You can use -help to find the command line flags.

feature_extractor_main

It extracts image feature for raw images in a directory and saves the extracted feature to the output directory. The feature type is sift. It supports sampling images based on a translation and rotation distance.

feature_extractor_main \
    --input_image_directory <input_image_dir> \
    --output_dir <output_keyframe_dir> \
    --keypoint_creation_config configs/keypoint_creation_config.pb.txt

These are the available options:

input_image_directory: required, the input raw image directory which should include raw images and frames_metadata.pb.txt file for the image metadata. Default value: “”.
output_dir: required, the output directory for the extracted keyframes. Default value: “”.
num_thread: optional, number of threads for feature extraction. Default value: 1.
frames_metadata_file: optional, the overridden input metadata file. Default value: “”.

For configuring feature extraction:

keypoint_creation_config: optional, in KeypointCreationParams text protobuf. Default value: configs/keypoint_creation_config.pb.txt.

For associating synchronized images:

extrinsic_timestamp_threshold_in_microseconds: optional, if the value is greater than 0, specifying the max allowable timestamp difference of two keyframes to be considered the same sample. Default value: 0.
extrinsic_translation_distance: optional, if the value is greater than 0, specifying the max allowable initial guess pose difference of two keyframes to be considered the same sample. Default value: 0.

For sampling images:

min_inter_frame_distance: optional, the translation distance threshold to select the next keyframe. Default value: 0.5 meters.
min_inter_frame_rotation_degrees: optional, the rotation distance threshold to select the next keyframe. Default value: 5 degrees.

For saving debug data:

debug_dir: optional, the output directory for saving debug data. Default value: “”.
debug_image_interval: optional, the number of interval for saving debug images. Default value: 100.

generate_bow_vocabulary_main

It supports building vocabulary using KMeans or BIRCH (Balanced Iterative Reducing and Clustering using Hierarchies). The recommended way for creating a new vocabulary is to run KMeans clustering, and for incrementally building a vocabulary is to run BIRCH clustering + KMeans refinement.

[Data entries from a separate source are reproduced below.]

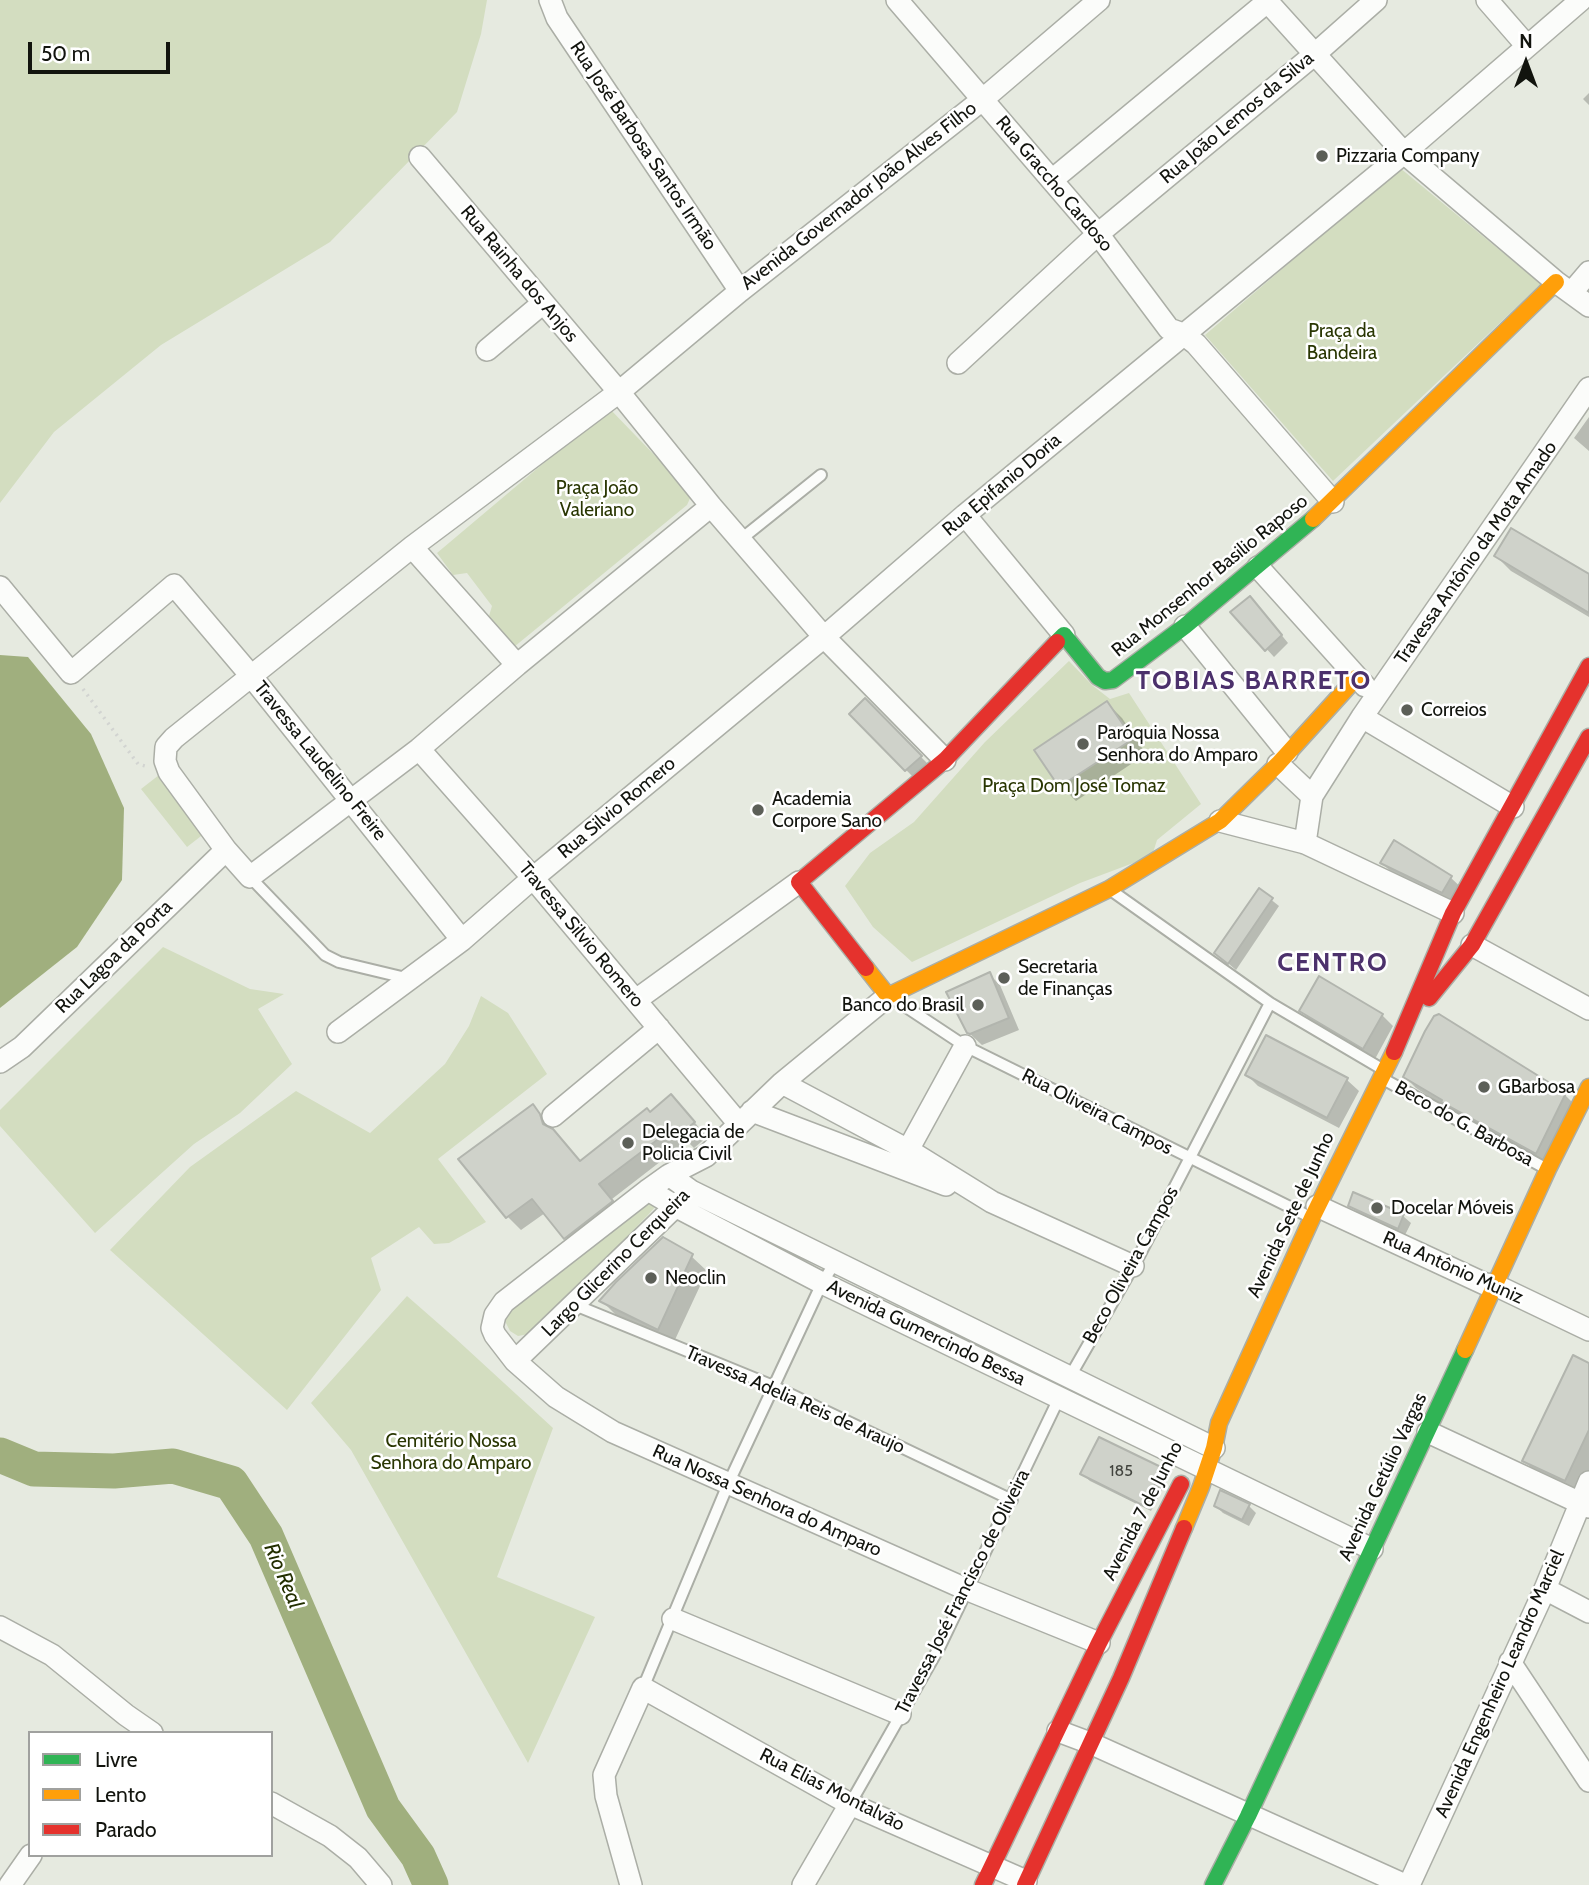 <!DOCTYPE html>
<meta charset="utf-8">
<style>
body{margin:0}
#map{position:relative;width:1589px;height:1885px;overflow:hidden;background:#e6eae0;font-family:Cabin,sans-serif}
canvas{display:block}
.legend{position:absolute;left:28px;top:1731px;width:245px;height:126px;box-sizing:border-box;background:#fff;border:2px solid #a0a19f;margin:0;padding:9px 12px;list-style:none;font-size:21px;color:#12140e}
.legend li{display:flex;align-items:center;gap:14px;height:35px}
.legend b{width:35px;border:2px solid #a0a19f}
.north{position:absolute;left:1491px;top:28px;width:70px;height:70px;-webkit-text-stroke:5px #fff;paint-order:stroke;rotate:0deg;font-size:19px;font-weight:700;line-height:28px;text-align:center;color:#12140e}
.north::after{content:'';display:block;margin:auto;width:24px;height:32px;background:#12140e;clip-path:polygon(50% 0,100% 100%,50% 72%,0 100%)}
.scale{position:absolute;left:28px;top:42px;width:142px;height:32px;box-sizing:border-box;border:4px solid #12140e;border-top:0;padding-left:9px;font-size:21px;line-height:24px;white-space:nowrap;color:#12140e;-webkit-text-stroke:5px #fff;paint-order:stroke}
</style>
<div id="map">
<canvas width="1589" height="1885"></canvas>
<ul class="legend">
<li><b style="height:9px;background:#30b455"></b>Livre</li>
<li><b style="height:9px;background:#ff9f0a"></b>Lento</li>
<li><b style="height:9px;background:#e5322d"></b>Parado</li>
</ul>
<div class="north">N</div>
<div class="scale">50 m</div>
</div>
<script>
const g = document.querySelector('canvas').getContext('2d');
g.lineJoin = 'round';
function paint(path, color) { g.fillStyle = color; g.fill(path, 'evenodd'); }
const toPath = rows => new Path2D(rows.map(r => 'M' + r).join(''));
function trace(path, color, width, dash) { g.strokeStyle = color; g.lineWidth = width; g.lineCap = dash ? 'butt' : 'round'; g.setLineDash(dash || []); g.stroke(path); }
function label(font, color, halo, rows, align = 'center') {
  g.font = font + ' Cabin,sans-serif'; g.lineWidth = 5; g.setLineDash([]); g.textBaseline = 'middle'; g.strokeStyle = halo; g.fillStyle = color; for (const [text, x, y, turn = 0] of rows) {
    g.save(); g.translate(x, y); g.rotate((+turn || 0) * Math.PI / 180); g.textAlign = isNaN(turn) ? turn : align; if (halo) g.strokeText(text, 0, 0); g.fillText(text, 0, 0); g.restore();
  }
}
const green = toPath([
 [0,0,487,0,481,34,457,112,330,242,161,345,54,432,0,503],
 [1400,168,1541,284,1333,481,1205,335],
 [609,408,692,494,687,505,514,647,489,616,492,606,467,573,453,575,437,553],
 [1069,661,1092,685,1110,699,1129,693,1201,804,1157,840,1152,856,1080,883,912,962,873,927,845,886,870,853,914,822,985,742],
 [159,775,205,833,187,847,141,789],
 [163,947,250,989,284,994,258,1009,292,1064,240,1113,194,1144,95,1233,0,1126,0,1110],
 [481,996,508,1013,547,1074,438,1159,486,1222,449,1243,434,1244,419,1227,371,1258,381,1290,287,1410,110,1250,190,1167,296,1091,370,1133,445,1064,469,1026],
 [654,1202,656,1206,648,1215,534,1333,518,1336,510,1331,505,1321,509,1310,648,1204],
 [407,1296,455,1338,553,1428,497,1577,595,1617,528,1763,351,1450,311,1403]
]);
const water = toPath([
 [0,655,28,657,91,734,124,808,122,880,77,947,0,1008]
]);
const shadow = toPath([
 [1589,93,1589,105,1583,99],
 [1589,417,1589,451,1574,438],
 [1496,556,1589,576,1589,617,1511,571],
 [1257,605,1288,643,1274,657,1233,612],
 [865,701,932,768,917,781,851,714],
 [1107,703,1122,718,1146,754,1076,801,1061,786,1036,750],
 [1382,863,1450,877,1466,892,1457,907,1397,878],
 [1259,890,1279,906,1236,970,1216,953],
 [989,974,1000,985,1019,1030,982,1045,968,1032],
 [1301,1011,1382,1015,1393,1026,1375,1059,1312,1022],
 [1439,1016,1565,1095,1576,1106,1547,1164,1454,1113,1416,1088,1405,1077],
 [1267,1037,1347,1080,1359,1091,1339,1128,1258,1086,1247,1075],
 [532,1106,581,1162,651,1114,685,1111,707,1137,694,1148,687,1141,612,1199,625,1216,579,1252,545,1213,521,1230,507,1216],
 [1354,1194,1403,1216,1411,1223,1405,1235,1357,1212,1350,1205],
 [691,1256,707,1271,673,1344,617,1316,602,1301],
 [1589,1365,1589,1476,1580,1495,1540,1476,1524,1461],
 [1161,1469,1169,1477,1151,1511,1090,1481,1082,1474],
 [1216,1506,1249,1506,1256,1513,1249,1526,1223,1513]
]);
const river = toPath([
 [0,1455,34,1469,114,1471,173,1466,231,1483,266,1536,383,1808,418,1856,431,1885]
]);
const building = toPath([
 [1511,528,1589,574,1589,613,1494,556,1511,528],
 [1250,596,1282,635,1265,651,1230,612,1250,596],
 [865,698,922,756,905,771,849,714,865,698],
 [1107,701,1133,739,1059,787,1034,750,1107,701],
 [1394,840,1452,876,1442,893,1380,863,1394,840],
 [1259,888,1273,898,1228,964,1214,953,1259,888],
 [990,972,1009,1018,970,1034,967,1033,946,992,990,972],
 [1319,976,1383,1014,1363,1049,1299,1011,1319,976],
 [1439,1014,1566,1093,1536,1154,1441,1102,1442,1100,1403,1077,1425,1031,1434,1016,1439,1014],
 [1266,1035,1348,1078,1327,1118,1245,1075,1266,1035],
 [671,1094,695,1122,679,1135,673,1128,599,1184,613,1201,564,1239,532,1199,506,1218,458,1159,533,1104,540,1114,543,1124,553,1129,580,1161,647,1108,650,1112,671,1094],
 [1353,1192,1404,1214,1398,1229,1348,1206,1353,1192],
 [663,1237,693,1254,658,1330,599,1301,616,1282,663,1237],
 [1573,1355,1589,1363,1589,1430,1565,1481,1522,1461,1573,1355],
 [1099,1437,1163,1468,1144,1506,1080,1474,1099,1437],
 [1220,1490,1250,1504,1242,1520,1214,1506,1220,1490]
]);
const path = toPath([
 [83,689,138,764,145,766]
]);
const lane = toPath([
 [740,540,821,475],
 [250,877,325,955,339,962,410,979],
 [1112,891,1270,1003,1382,1069],
 [891,997,965,1046,1310,1217],
 [1385,1080,1545,1168],
 [575,1305,773,1386,1012,1500],
 [1068,1380,1139,1256,1270,1003],
 [643,1688,729,1482,822,1283,836,1261],
 [850,1804,940,1646,1061,1394]
]);
const street = toPath([
 [550,0,557,18,740,291],
 [897,0,1098,234,1169,329,1183,334,1196,344,1333,502],
 [1266,0,1404,153,1556,282,1589,306],
 [1487,0,1527,46],
 [420,157,619,392,711,506,824,637,945,760],
 [1052,180,1267,2],
 [1572,292,1589,272],
 [487,350,543,303],
 [958,363,1098,234,1315,54,1376,0],
 [711,506,517,665,412,547,619,392,740,291,982,100,1099,0],
 [965,515,1064,635],
 [412,547,174,738,166,747,165,761,169,772,226,850,250,877,419,749,517,665],
 [1258,567,1365,686],
 [0,587,71,673,174,585,252,677,462,940],
 [1185,626,1287,752],
 [1362,717,1513,807],
 [419,749,533,878,739,1124],
 [1278,764,1312,796],
 [1220,821,1305,843,1453,913],
 [1305,843,1312,796,1362,717,1589,388],
 [1472,945,1589,1009],
 [888,996,782,1083,706,1156,669,1175,648,1190,504,1302,495,1315,492,1328,495,1335,515,1361,556,1397,613,1432,968,1590,1099,1643],
 [636,1000,799,882],
 [338,1032,462,940,533,878,824,637,965,515,1404,153,1581,0],
 [0,1062,22,1047,226,850],
 [782,1083,908,1150,992,1202,1133,1266],
 [752,1111,946,1185],
 [553,1116,659,1028],
 [908,1150,965,1046],
 [669,1175,691,1191,1214,1448],
 [648,1190,675,1206,822,1283,1372,1549],
 [1317,1206,1485,1284,1495,1285,1589,1330],
 [515,1361,684,1198],
 [1428,1432,1589,1507],
 [1545,1589,1589,1612],
 [673,1619,900,1714],
 [0,1627,52,1655,126,1715,152,1733],
 [1510,1662,1589,1781],
 [1058,1731,1090,1743,1405,1885],
 [271,1803,330,1836,358,1858,381,1885],
 [10,1885,31,1855],
 [631,1885,606,1796,604,1775,643,1688,850,1804,1026,1881],
 [803,1885,850,1804],
 [1409,1885,1545,1589,1589,1482]
]);
const fast = toPath([
 [1057,642,1064,635,1098,677,1105,681,1113,680,1185,626,1313,519],
 [1213,1885,1248,1816,1465,1350]
]);
const slow = toPath([
 [1313,519,1556,282],
 [866,968,888,996,1109,889,1220,821,1278,764,1356,678],
 [1465,1350,1548,1169,1589,1087],
 [1184,1528,1201,1487,1214,1448,1219,1423,1312,1218,1394,1052]
]);
const jam = toPath([
 [866,968,799,882,945,760,1057,642],
 [1429,998,1472,945,1589,737],
 [1394,1052,1453,913,1589,666],
 [983,1885,1099,1643,1181,1484],
 [1025,1885,1121,1678,1184,1528]
]);
const markers = [
 [1322,156,7,"#5c5f58"],
 [1407,710,7,"#5c5f58"],
 [1083,744,7,"#5c5f58"],
 [758,810,7,"#5c5f58"],
 [1004,978,7,"#5c5f58"],
 [978,1005,7,"#5c5f58"],
 [1484,1087,7,"#5c5f58"],
 [628,1143,7,"#5c5f58"],
 [1377,1208,7,"#5c5f58"],
 [651,1278,7,"#5c5f58"]
];
const numberNames = [
 ["185",1121,1471]
];
const streetNames = [
 ["Rua João Lemos da Silva",1237,118,-40],
 ["Rua José Barbosa Santos Irmão",643,146,56],
 ["Rua Graccho Cardoso",1054,184,50],
 ["Avenida Governador João Alves Filho",859,196,-38],
 ["Rua Rainha dos Anjos",519,274,50],
 ["Rua Epifanio Doria",1002,485,-40],
 ["Travessa Antônio da Mota Amado",1476,553,-55],
 ["Rua Monsenhor Basilio Raposo",1210,576,-39],
 ["Travessa Laudelino Freire",320,761,51],
 ["Rua Silvio Romero",617,808,-40],
 ["Travessa Silvio Romero",581,935,50],
 ["Rua Lagoa da Porta",114,957,-44],
 ["Rua Oliveira Campos",1097,1112,27],
 ["Beco do G. Barbosa",1464,1124,29],
 ["Avenida Sete de Junho",1291,1215,-65],
 ["Largo Glicerino Cerqueira",616,1263,-45],
 ["Beco Oliveira Campos",1131,1265,-61],
 ["Rua Antônio Muniz",1453,1268,24],
 ["Avenida Gumercindo Bessa",926,1333,26],
 ["Travessa Adelia Reis de Araujo",795,1400,24],
 ["Avenida Getúlio Vargas",1383,1477,-65],
 ["Rua Nossa Senhora do Amparo",767,1501,24],
 ["Avenida 7 de Junho",1143,1511,-63],
 ["Travessa José Francisco de Oliveira",963,1592,-63],
 ["Avenida Engenheiro Leandro Marciel",1500,1684,-66],
 ["Rua Elias Montalvão",832,1790,27]
];
const poiNames = [
 ["Pizzaria Company",1336,156],
 ["Correios",1421,710],
 ["Paróquia Nossa",1097,733],
 ["Senhora do Amparo",1097,755],
 ["Academia",772,799],
 ["Corpore Sano",772,821],
 ["Secretaria",1018,967],
 ["de Finanças",1018,989],
 ["Banco do Brasil",964,1005,"right"],
 ["GBarbosa",1498,1087],
 ["Delegacia de",642,1132],
 ["Policia Civil",642,1154],
 ["Docelar Móveis",1391,1208],
 ["Neoclin",665,1278]
];
const parkNames = [
 ["Praça da",1342,331],
 ["Bandeira",1342,353],
 ["Praça João",597,488],
 ["Valeriano",597,510],
 ["Praça Dom José Tomaz",1074,786],
 ["Cemitério Nossa",451,1441],
 ["Senhora do Amparo",451,1463]
];
const waterNames = [
 ["Rio Real",283,1576,67]
];
const districtNames = [
 ["TOBIAS BARRETO",1254,681],
 ["CENTRO",1333,963]
];
paint(green, '#d3ddc0');
paint(water, '#a0af7e');
paint(shadow, '#0003');
trace(river, '#a0af7e', 35);
paint(building, '#cfd2ca');
trace(building, '#b2b5ae', 2);
trace(lane, '#abaea6', 14);
trace(street, '#abaea6', 24);
trace(fast, '#abaea6', 19);
trace(slow, '#abaea6', 19);
trace(jam, '#abaea6', 19);
trace(path, '#d2d4d1', 3.5, [2, 5]);
trace(lane, '#fbfcfa', 10);
trace(street, '#fbfcfa', 21);
trace(fast, '#30b455', 16);
trace(slow, '#ff9f0a', 16);
trace(jam, '#e5322d', 16);
for (const [x, y, r, color] of markers) { const dot = new Path2D(); dot.arc(x, y, r, 0, 2 * Math.PI); g.fillStyle = color; g.fill(dot); trace(dot, '#fff', 2.5); }
label('16px', '#42443e', null, numberNames);
label('19px', '#12140e', '#fff', streetNames);
label('19px', '#12140e', '#fff', poiNames, 'left');
label('19px', '#293602', '#fff', parkNames);
label('italic 21px', '#232f00', '#fff', waterNames);
g.letterSpacing = '2px';
label('bold 26px', '#4c316c', '#fff', districtNames);
g.letterSpacing = '0px';
</script>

An example for creating a new vocabulary with KMeans clustering:

generate_bow_vocabulary_main \
    --keyframe_directory <input_keyframe_dir> \
    --output_voc_dir <output_voc_dir> \
    --image_retrieval_config configs/image_retrieval_config.pb.txt

These are the available options:

output_voc_dir: required, the output directory for saving the vocabulary. Default value: “”.
input_voc_dir: optional, the input directory for loading an existing vocabulary. Default value: “”.
keyframe_directory: required, the input directory for loading keyframe features to build a vocabulary.
image_retrieval_config: required, in ImageRetrievalConfig text protobuf. Default value: configs/image_retrieval_config.pb.txt.

The binary runs different algorithms depending on the parameters:

input_voc_dir is empty or not specified : create a new vocabulary from keyframe features using KMeans clustering.
input_voc_dir is not empty: incrementally build a vocabulary by adding new keyframe features to the existing vocabulary using BIRCH clustering.

generate_bow_index_main

It generates image retrieval index for images in the input directory. It first looks up the closest visual words in the vocabulary for all features in the image, generates the global descriptor for the image, and saves it in a loop up table for fast image retrieval.

generate_bow_index_main \
    --keyframe_directory <input_keyframe_dir> \
    --output_map_dir <output_map_dir> \
    --image_retrieval_config configs/image_retrieval_config.pb.txt

These are the available options:

keyframe_directory: required, the input directory for keyframe features and keyframe metadata file. Default value: “”.
output_map_dir: required, the output directory for saving the image retrieval index. Default value: “”.
image_retrieval_config: required, in ImageRetrievalConfig text protobuf. Default value: configs/image_retrieval_config.pb.txt.